A low-pressure system and associated warm front are currently centered over southeast Texas this morning. The location of this storm system and the fact that it's pulling an abundance of moisture out of the Gulf of Mexico are the reasons the forecast for much of South Louisiana includes a lot of rainfall.

Forecasters with the National Weather Service Office in Lake Charles are suggesting that rainfall totals of one to four inches will be quite commonplace across the I-10 corridor over the next 24 hours. Some locales could see even higher rainfall totals in some of the heavier downpours associated with this system.

As you can see via the latest National Weather Service Radar scan,  large areas of light to moderate rain are already moving onshore and across South Louisiana this morning.

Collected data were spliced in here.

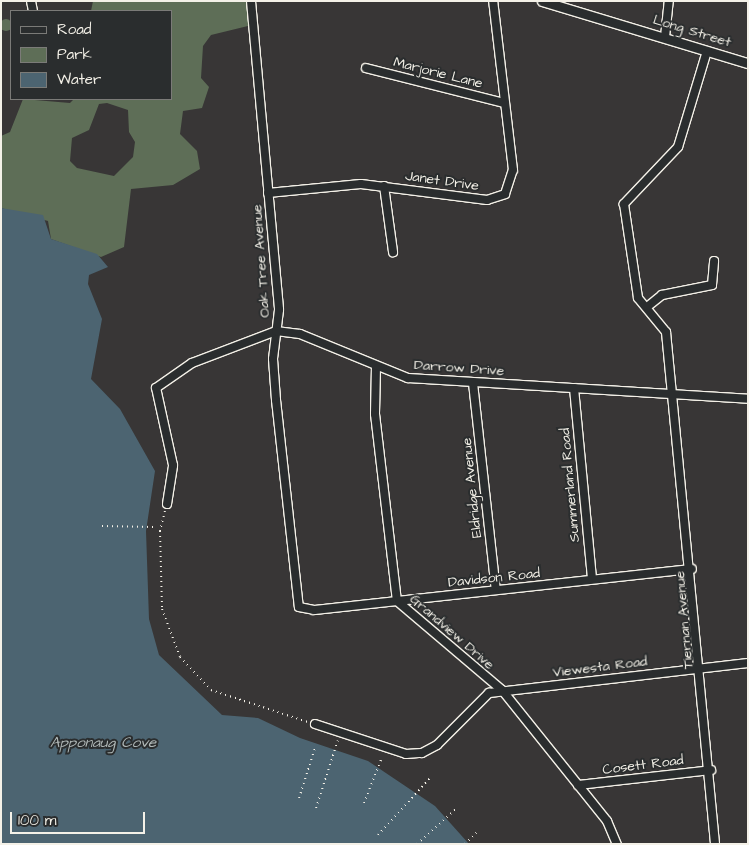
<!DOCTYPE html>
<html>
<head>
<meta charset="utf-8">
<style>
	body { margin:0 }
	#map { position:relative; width:749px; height:845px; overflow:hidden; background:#383636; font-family:"Architects Daughter",sans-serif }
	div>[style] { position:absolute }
	.green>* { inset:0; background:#5e6e57 }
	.round { border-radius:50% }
	.water>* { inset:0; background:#4c6471 }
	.path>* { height:2px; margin-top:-1px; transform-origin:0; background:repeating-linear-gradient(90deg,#f4f1e8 0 1px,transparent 0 5px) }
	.roads { filter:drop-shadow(1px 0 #f4f1e8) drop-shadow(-1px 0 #f4f1e8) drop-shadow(0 1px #f4f1e8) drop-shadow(0 -1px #f4f1e8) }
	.minor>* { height:8px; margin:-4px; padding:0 4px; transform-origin:4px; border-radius:4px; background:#2a2d2e }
	.tertiary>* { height:9px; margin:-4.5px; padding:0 4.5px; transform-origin:4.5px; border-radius:4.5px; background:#2a2d2e }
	span { translate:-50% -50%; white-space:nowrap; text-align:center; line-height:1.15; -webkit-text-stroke:4px #2a2d2e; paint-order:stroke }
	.street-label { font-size:14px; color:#f4f1e8 }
	.water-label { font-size:15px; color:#b1b9b8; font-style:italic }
	.frame { position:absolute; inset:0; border:2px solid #f4f1e8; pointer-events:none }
	.legend { position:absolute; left:10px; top:10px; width:162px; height:90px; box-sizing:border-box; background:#2a2d2e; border:1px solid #7b7b78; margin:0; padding:6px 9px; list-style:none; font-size:15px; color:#f4f1e8 }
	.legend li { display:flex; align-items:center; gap:10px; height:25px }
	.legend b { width:25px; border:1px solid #7b7b78 }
	.scale { position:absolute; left:10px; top:812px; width:135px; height:22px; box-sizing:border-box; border:2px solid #f4f1e8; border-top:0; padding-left:6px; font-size:15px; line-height:18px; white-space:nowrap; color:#f4f1e8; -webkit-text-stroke:4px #2a2d2e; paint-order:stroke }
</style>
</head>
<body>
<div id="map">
	<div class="green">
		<div style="clip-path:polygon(evenodd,93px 1px,252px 1px,252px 25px,211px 35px,203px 46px,201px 78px,209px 87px,202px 108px,183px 111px,180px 134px,197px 151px,200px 169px,173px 185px,131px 189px,124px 247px,101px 257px,51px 239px,48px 221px,1px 208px,1px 136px,10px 132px,23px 99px,70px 103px,74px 99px,171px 99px,171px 11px,91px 11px,93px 1px,107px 103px,128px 110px,129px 132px,135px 142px,133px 157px,114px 176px,77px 168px,70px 161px,72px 138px,89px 130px,99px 104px,107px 103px)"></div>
		<div class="round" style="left:0;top:19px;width:12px;height:12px"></div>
	</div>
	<div class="water">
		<div style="clip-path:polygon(1px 208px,43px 215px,51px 239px,97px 254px,108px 267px,89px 275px,88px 284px,102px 319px,91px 379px,120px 409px,155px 471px,146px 531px,149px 619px,159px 655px,222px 715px,258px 718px,300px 738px,368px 761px,435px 806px,469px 844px,1px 844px)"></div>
	</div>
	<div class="path">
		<div style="left:165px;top:511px;width:21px;rotate:104deg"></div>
		<div style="left:160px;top:531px;width:78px;rotate:88.5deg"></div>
		<div style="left:162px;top:609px;width:51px;rotate:69.4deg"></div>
		<div style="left:180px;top:657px;width:45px;rotate:46.8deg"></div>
		<div style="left:211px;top:690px;width:102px;rotate:18.3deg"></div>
		<div style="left:102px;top:526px;width:52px;rotate:1.1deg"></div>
		<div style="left:299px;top:798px;width:52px;rotate:-72.3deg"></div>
		<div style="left:364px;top:803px;width:49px;rotate:-68.6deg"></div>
		<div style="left:316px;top:808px;width:71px;rotate:-72.1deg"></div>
		<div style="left:378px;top:835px;width:79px;rotate:-47.6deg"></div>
		<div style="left:417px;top:844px;width:52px;rotate:-41.9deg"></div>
		<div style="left:465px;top:844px;width:16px;rotate:-45deg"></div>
	</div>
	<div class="roads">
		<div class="minor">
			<div style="left:31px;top:1px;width:10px;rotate:79deg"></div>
			<div style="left:251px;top:1px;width:310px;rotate:84.8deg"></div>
			<div style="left:279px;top:310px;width:49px;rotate:97deg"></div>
			<div style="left:273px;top:359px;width:41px;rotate:85.8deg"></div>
			<div style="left:276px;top:400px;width:208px;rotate:83.7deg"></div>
			<div style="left:299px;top:607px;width:15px;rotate:11deg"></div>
			<div style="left:314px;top:610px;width:380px;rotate:-6.2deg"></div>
			<div style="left:665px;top:37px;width:36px;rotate:-84deg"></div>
			<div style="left:707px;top:51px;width:100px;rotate:106.8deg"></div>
			<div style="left:678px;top:147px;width:79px;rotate:133.5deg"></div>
			<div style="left:624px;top:204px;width:95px;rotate:81.5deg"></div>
			<div style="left:638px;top:298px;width:44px;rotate:50.5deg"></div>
			<div style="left:666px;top:332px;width:514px;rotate:84.53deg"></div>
			<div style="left:366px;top:68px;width:142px;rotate:14.2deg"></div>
			<div style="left:384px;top:186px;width:67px;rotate:82.2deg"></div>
			<div style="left:268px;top:193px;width:93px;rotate:-5.5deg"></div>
			<div style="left:361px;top:184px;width:127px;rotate:7.2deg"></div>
			<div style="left:487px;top:200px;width:19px;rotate:-18deg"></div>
			<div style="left:505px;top:194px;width:25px;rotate:-72deg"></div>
			<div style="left:513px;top:170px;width:170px;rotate:-96.7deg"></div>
			<div style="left:647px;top:307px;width:19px;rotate:-39deg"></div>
			<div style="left:662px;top:295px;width:51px;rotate:-11.3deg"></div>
			<div style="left:712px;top:285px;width:24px;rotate:-85deg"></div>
			<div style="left:376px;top:366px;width:48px;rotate:91.2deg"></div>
			<div style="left:375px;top:414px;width:188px;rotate:83.3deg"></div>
			<div style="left:397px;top:601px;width:138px;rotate:40.3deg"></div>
			<div style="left:502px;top:690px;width:168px;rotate:51.3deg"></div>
			<div style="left:607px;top:821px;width:25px;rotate:67deg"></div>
			<div style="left:473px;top:383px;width:208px;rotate:83.7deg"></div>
			<div style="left:574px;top:388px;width:192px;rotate:84.6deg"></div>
			<div style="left:167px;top:504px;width:39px;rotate:-81deg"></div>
			<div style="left:173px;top:465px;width:79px;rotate:-102.4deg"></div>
			<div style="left:156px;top:388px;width:44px;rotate:-34.8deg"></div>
			<div style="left:192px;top:363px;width:90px;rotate:-20.9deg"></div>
			<div style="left:276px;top:331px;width:24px;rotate:7deg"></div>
			<div style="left:300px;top:334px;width:117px;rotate:22.2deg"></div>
			<div style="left:408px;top:378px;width:341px;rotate:3.5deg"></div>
			<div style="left:315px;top:724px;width:96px;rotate:18.2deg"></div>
			<div style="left:406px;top:754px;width:16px;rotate:-4deg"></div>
			<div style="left:422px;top:753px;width:17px;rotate:-28deg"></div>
			<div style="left:437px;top:745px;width:74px;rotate:-45deg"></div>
			<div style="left:489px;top:693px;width:261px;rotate:-6.6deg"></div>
			<div style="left:578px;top:785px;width:134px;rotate:-6.4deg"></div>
		</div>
		<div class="tertiary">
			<div style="left:542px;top:1px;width:215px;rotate:16.8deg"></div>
		</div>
	</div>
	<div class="street-label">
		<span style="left:692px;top:31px;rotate:17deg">Long Street</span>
		<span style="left:438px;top:73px;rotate:14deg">Marjorie Lane</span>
		<span style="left:442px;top:181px;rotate:8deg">Janet Drive</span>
		<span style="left:261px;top:261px;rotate:-94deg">Oak Tree Avenue</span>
		<span style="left:459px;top:368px;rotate:4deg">Darrow Drive</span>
		<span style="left:570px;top:485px;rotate:-95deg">Summerland Road</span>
		<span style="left:472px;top:488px;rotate:-96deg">Eldridge Avenue</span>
		<span style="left:494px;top:578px;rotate:-6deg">Davidson Road</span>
		<span style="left:684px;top:620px;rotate:-95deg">Tiernan Avenue</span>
		<span style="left:452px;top:632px;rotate:41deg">Grandview Drive</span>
		<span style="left:600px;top:667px;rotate:-7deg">Viewesta Road</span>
		<span style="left:643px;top:765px;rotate:-7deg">Cosett Road</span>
	</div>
	<div class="water-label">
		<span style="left:103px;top:743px">Apponaug Cove</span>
	</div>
	<div class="frame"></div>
	<ul class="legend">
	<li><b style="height:6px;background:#2a2d2e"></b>Road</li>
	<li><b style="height:14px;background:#5e6e57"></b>Park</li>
	<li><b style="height:14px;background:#4c6471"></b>Water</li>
	</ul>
	<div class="scale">100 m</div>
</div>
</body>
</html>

The Storm Prediction Center has placed much of South Louisiana in the Marginal to Slight Risk category as far as severe weather potential is concerned. Although the greatest threat for strong to severe storms does appear to set up from the Lafayette area eastward, at least for this morning and afternoon.

There are currently flood warnings posted for the Vermilion River at Surrey Street in Lafayette. The Calcasieu River in Glenmora, and Bayou Des Cannes near Eunice. These flood warnings are expected to be in place through the day on Friday but might be canceled earlier should rainfall totals not manifest as forecast.